Para a conclusão de tal aspiração, Portugal precisava de obter a concordância das outras potências coloniais. Como é sabido, a Grã-Bretanha viria a opor-se, porém, tanto a Alemanha como a França não levantaram objecções a tal plano, desde que Portugal se disponibilizasse a fazer alguns acertos fronteiriços em zonas onde estes dois países tivessem territórios vizinhos dos portugueses (23). No caso francês, isto implicou a passagem da zona de Casamansa para os franceses em troca de território francês de Cacine na Guiné-Conacry. No caso alemão, Portugal acertou fronteiras no sul de Angola com o Sudoeste Africano, hoje Namíbia, e no norte de Moçambique com a África Oriental alemã, hoje Tanzânia (24).
A criação de mais uma fronteira artificial em África separou povos que tinham ligações históricas e culturais. Devido a isto, facilmente se entende que, quando surgiu em 1982, o Movimento das Forças Democráticas de Casamansa (MFDC) contasse desde logo com um forte apoio do outro lado da fronteira. Neste contexto, os guerrilheiros do MFDC habituaram-se a contar, ao longo dos anos, com o auxílio dos guineenses em termos de fornecimento de armamento e apoio logístico. Este apoio assentava no facto de existir uma ligação étnica entre o povo de Casamansa, maioritariamente da etnia Diola ou Djola, e o povo do norte da Guiné que são do mesmo grupo étnico, porém aqui designados por Felupes. O governo de Bissau, apesar de nunca ter apoiado abertamente os rebeldes, aparentemente fechou os olhos à ajuda que a nível nacional era dispensada ao MFDC.
É neste contexto que, em finais de 1997, é decidido pelo Governo guineense a criação de uma Comissão Inter-Ministerial, integrando elementos dos ministérios da Defesa e Administração Interna, para investigar a questão do tráfico de armas da Guiné-Bissau para os guerrilheiros de Casamansa.
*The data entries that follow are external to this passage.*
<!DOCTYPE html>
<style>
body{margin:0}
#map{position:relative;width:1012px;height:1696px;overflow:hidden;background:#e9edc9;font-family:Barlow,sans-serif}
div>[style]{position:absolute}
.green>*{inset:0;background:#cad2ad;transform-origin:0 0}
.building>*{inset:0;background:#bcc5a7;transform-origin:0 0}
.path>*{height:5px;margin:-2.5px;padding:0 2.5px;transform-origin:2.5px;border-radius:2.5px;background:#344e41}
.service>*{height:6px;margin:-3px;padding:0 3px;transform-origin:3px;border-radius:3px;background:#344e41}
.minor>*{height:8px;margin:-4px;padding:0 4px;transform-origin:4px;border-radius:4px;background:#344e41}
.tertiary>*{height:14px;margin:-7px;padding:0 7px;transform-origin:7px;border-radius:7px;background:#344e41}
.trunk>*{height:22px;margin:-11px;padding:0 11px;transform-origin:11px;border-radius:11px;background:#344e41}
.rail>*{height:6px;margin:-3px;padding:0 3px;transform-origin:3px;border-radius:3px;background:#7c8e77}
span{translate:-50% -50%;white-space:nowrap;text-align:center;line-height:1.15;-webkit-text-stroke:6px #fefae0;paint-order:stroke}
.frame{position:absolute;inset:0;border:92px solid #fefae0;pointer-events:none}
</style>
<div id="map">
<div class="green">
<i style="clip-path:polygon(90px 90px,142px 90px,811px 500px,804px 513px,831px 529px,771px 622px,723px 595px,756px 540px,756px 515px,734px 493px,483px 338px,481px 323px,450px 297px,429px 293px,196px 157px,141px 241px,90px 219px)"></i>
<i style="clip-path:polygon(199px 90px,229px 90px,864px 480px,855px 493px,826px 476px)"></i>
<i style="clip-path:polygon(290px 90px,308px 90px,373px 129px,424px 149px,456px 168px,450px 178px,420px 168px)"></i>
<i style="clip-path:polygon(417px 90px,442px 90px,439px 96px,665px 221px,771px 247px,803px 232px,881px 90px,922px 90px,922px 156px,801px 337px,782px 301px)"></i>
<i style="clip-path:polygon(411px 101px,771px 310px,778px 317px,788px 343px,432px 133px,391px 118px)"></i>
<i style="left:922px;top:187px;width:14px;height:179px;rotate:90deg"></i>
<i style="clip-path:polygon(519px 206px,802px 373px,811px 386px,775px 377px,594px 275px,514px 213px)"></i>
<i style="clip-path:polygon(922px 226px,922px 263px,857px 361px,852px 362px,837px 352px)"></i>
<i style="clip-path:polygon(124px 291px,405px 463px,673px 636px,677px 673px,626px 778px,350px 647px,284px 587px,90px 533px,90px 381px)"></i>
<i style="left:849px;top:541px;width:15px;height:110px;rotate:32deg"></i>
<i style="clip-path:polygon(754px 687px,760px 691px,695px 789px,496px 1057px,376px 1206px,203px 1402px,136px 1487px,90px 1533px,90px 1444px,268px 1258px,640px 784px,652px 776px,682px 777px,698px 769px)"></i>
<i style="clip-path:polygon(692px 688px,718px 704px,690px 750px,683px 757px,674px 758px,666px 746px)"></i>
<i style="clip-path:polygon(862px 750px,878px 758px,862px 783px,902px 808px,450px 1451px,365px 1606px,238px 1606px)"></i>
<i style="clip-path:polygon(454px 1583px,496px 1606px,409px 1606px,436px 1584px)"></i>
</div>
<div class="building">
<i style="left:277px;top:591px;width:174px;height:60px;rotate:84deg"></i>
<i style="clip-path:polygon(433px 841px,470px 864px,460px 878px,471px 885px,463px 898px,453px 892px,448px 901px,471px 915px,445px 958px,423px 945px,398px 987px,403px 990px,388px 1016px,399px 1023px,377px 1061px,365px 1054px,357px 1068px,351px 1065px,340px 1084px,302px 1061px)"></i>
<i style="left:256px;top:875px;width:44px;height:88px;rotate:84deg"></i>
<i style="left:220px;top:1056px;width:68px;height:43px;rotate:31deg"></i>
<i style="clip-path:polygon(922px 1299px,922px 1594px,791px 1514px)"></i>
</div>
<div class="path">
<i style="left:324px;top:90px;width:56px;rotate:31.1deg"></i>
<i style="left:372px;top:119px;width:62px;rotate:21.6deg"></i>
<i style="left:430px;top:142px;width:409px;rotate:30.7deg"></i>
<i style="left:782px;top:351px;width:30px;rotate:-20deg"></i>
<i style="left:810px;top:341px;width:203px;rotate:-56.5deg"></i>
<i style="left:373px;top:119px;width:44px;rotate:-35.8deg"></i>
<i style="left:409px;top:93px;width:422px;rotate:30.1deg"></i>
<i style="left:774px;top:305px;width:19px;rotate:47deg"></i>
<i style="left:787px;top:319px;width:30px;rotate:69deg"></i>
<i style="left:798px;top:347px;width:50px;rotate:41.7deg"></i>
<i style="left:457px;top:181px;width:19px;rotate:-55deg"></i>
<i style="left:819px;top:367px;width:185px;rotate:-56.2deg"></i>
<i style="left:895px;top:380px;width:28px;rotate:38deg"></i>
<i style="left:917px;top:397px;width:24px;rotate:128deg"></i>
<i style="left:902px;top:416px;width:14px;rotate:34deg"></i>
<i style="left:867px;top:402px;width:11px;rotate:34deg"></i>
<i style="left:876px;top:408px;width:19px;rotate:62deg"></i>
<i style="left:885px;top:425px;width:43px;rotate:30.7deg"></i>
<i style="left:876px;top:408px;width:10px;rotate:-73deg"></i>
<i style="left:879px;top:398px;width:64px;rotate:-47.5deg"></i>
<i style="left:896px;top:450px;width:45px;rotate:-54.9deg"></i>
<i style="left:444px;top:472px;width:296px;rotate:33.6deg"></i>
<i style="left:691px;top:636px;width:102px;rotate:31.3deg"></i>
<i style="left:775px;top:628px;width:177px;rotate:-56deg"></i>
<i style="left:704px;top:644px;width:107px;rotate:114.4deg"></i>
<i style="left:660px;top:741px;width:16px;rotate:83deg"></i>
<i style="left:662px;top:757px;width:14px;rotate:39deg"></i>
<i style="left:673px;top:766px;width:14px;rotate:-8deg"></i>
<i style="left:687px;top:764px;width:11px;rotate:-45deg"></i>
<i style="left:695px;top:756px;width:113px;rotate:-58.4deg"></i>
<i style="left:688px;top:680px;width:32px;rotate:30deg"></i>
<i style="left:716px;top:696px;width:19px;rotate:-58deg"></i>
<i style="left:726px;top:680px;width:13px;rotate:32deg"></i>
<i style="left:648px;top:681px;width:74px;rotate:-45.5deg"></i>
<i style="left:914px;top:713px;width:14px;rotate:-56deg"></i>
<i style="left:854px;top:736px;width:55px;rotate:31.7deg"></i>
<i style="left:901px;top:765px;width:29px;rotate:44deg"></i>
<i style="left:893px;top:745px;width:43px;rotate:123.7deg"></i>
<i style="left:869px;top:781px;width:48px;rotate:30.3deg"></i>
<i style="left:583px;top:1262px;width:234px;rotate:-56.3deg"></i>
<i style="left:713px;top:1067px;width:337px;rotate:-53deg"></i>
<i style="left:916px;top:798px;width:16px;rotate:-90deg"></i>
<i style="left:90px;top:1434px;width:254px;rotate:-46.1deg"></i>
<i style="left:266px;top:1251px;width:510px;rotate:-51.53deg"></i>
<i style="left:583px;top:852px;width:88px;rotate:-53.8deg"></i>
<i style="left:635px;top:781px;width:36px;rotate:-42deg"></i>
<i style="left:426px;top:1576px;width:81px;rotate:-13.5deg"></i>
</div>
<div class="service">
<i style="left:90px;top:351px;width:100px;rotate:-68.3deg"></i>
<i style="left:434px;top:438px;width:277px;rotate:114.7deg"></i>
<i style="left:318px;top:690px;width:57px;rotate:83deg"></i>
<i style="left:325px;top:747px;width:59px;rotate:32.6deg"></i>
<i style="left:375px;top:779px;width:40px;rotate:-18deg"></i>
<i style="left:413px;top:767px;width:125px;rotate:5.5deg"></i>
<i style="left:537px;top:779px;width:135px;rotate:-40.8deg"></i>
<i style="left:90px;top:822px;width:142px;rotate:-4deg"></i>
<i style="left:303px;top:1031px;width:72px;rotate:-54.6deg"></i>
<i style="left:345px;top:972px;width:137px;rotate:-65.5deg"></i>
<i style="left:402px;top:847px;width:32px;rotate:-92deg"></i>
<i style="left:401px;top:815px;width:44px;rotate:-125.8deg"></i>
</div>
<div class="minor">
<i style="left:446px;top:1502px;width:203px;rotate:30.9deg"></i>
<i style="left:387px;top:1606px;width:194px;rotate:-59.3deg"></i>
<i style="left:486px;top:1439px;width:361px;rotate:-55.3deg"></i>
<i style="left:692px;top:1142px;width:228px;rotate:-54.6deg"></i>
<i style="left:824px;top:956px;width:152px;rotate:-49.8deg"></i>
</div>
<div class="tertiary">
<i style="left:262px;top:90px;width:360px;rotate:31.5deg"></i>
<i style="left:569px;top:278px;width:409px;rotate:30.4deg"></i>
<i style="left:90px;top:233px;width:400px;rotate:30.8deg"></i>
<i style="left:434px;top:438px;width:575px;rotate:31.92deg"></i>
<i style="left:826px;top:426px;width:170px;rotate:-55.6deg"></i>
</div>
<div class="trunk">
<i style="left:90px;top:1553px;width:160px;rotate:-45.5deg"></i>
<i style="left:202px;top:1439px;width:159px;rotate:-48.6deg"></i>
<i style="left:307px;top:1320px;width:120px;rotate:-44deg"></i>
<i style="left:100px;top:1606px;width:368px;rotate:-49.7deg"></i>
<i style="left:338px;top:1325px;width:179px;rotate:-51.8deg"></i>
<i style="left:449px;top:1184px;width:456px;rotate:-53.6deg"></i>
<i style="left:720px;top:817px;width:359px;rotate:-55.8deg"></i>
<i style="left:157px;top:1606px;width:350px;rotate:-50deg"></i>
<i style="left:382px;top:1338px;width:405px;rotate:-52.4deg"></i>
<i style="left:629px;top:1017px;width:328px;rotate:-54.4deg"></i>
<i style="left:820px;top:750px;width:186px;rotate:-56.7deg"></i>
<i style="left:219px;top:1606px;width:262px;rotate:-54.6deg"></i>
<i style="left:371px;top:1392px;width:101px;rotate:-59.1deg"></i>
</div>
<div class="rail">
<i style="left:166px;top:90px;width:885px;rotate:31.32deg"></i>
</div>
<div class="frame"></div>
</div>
Finalizado o trabalho, esta Comissão produziu um relatório considerado muito polémico.
Dada a natureza e importância da questão também a Assembleia Nacional criou uma Comissão Parlamentar de Inquérito sobre o Tráfico Ilegal de Armas para os Independentistas de Casamansa (Zamora, I., 2001), que produziu um relatório após cerca de dois meses de investigações onde recomendava que, em face da não existência de acusações que ligassem o Chefe de Estado-Maior General das Forças Armadas Brigadeiro Ansumane Mané ao tráfico de armas, fosse revisto o processo de suspensão do cargo que ocupava.
O início do Conflito
As primeiras notícias sobre os confrontos militares indicavam que se trataria de um incidente de proporções relativamente reduzidas. Tratava-se de uma acção, julgava-se nessa altura, de um pequeno grupo de militares chefiado pelo recém-demitido Chefe de Estado-Maior General das Forças Armadas, Brigadeiro Ansumane Mané, que se decidira revoltar contra o Presidente.
Perante a revolta e face à constatação de que a esmagadora maioria dos militares guineenses se tinham associado à auto-intitulada Junta Militar, órgão supremo dos rebeldes, Nino Vieira viu-se obrigado a apelar à intervenção das tropas do Senegal e da Guiné-Conacry. Este pedido foi feito à luz de acordos de defesa mútuos assinados pelos três países e para salvaguarda de um regime constitucional e democrático. Aliás, Nino Vieira afirmou, em sua defesa, que os revoltosos tinham tentado levar a cabo um golpe de Estado contra um governo democraticamente eleito, o qual tinha o direito de apelar à ajuda internacional. No entanto, estes acordos de defesa previam a ajuda destes países à Guiné-Bissau em caso de agressão externa, que não era obviamente o caso. Este facto contribuiu para que a população se fosse cada vez mais aproximando das posições da Junta Militar.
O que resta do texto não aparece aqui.